With regard to labels – we do that now, too. We labeled time for survival – wet v. dry season, migration periods, etc. We labeled people and animals and plants for survival – friend v. foe, edible v. inedible, hunter v. hunted. Now – holy shit, we label everything. By doing so, we cause more problems than benefits.

I have a friend. Well, I have a few friends, but one friend in particular is (was) stuck on labels. I hope the emphasis is now more on was and not is. We used to discuss things like politics and sexuality and the conversations would get pretty heated on occasion. I disagree with having to label people. (Things too, but to a different degree.) When we label people, we emphasize what is DIFFERENT about them. This does not seem the healthiest way to do things. I really wish we did not need to qualify people. These are my examples:

“Is the United States ready for a woman or black person to be President?”
“Are you homosexual or heterosexual?”

I don’t get this. Why does it matter? That is my question to the universe. If the best candidate is a woman or black, then who cares? It should not matter. Don’t throw out arbitrary shit just to make your life a little simpler.

Sexuality – Am I gay or straight? Ummmm, neither. I am Seizui. That’s all. I have a child. I am married to a woman. The majority of my past relations have been with women. Does that make me straight? Not at all. I find many men attractive. I have intimate feelings for some men. Does that make me gay? Again, nope. So – what am I? I must be bisexual. Lame. Everyone is bisexual.
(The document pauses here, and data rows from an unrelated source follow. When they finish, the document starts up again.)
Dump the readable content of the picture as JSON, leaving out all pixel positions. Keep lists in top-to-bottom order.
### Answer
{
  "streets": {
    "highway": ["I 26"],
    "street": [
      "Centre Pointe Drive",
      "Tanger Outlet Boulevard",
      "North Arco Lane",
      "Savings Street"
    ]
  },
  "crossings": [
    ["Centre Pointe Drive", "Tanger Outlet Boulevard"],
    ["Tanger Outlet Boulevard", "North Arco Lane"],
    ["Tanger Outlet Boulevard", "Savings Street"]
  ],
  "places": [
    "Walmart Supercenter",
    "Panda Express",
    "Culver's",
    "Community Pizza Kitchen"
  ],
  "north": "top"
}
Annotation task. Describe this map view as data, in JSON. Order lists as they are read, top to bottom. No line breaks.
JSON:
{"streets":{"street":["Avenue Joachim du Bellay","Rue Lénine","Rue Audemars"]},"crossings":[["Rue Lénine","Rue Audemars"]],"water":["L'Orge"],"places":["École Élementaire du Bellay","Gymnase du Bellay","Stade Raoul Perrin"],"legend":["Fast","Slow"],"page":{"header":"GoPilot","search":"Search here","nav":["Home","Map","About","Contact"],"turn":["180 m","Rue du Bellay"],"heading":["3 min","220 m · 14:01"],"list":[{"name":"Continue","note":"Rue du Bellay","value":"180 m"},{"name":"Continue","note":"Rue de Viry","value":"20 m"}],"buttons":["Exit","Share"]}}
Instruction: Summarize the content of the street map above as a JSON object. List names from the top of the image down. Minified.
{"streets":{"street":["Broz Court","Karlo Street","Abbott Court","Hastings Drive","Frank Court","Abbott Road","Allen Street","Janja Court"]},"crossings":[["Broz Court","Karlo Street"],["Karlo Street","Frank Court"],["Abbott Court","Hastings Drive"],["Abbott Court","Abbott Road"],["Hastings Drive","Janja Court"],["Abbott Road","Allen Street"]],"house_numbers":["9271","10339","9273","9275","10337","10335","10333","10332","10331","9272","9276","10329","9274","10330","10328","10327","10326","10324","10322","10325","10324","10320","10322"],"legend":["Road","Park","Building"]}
I have not studied Alfred Kinsey too meticulously, but I think we agree on a lot. I have an hypothesis regarding spectra of beliefs. Apparently, there is a “Kinsey Scale” that does the same thing. Way to go, Al. Using a spectrum, I am neither straight, nor gay, nor bi (purely). Everyone falls somewhere on that spectrum. Make sense? So – there you have it.

If Barack Obama is most qualified to be the leader of this country, then his father being African does not matter that . If I have feelings of love for a man, my specific sexuality does not matter.

Rule 3: Accept that which is different. Don’t vilify it.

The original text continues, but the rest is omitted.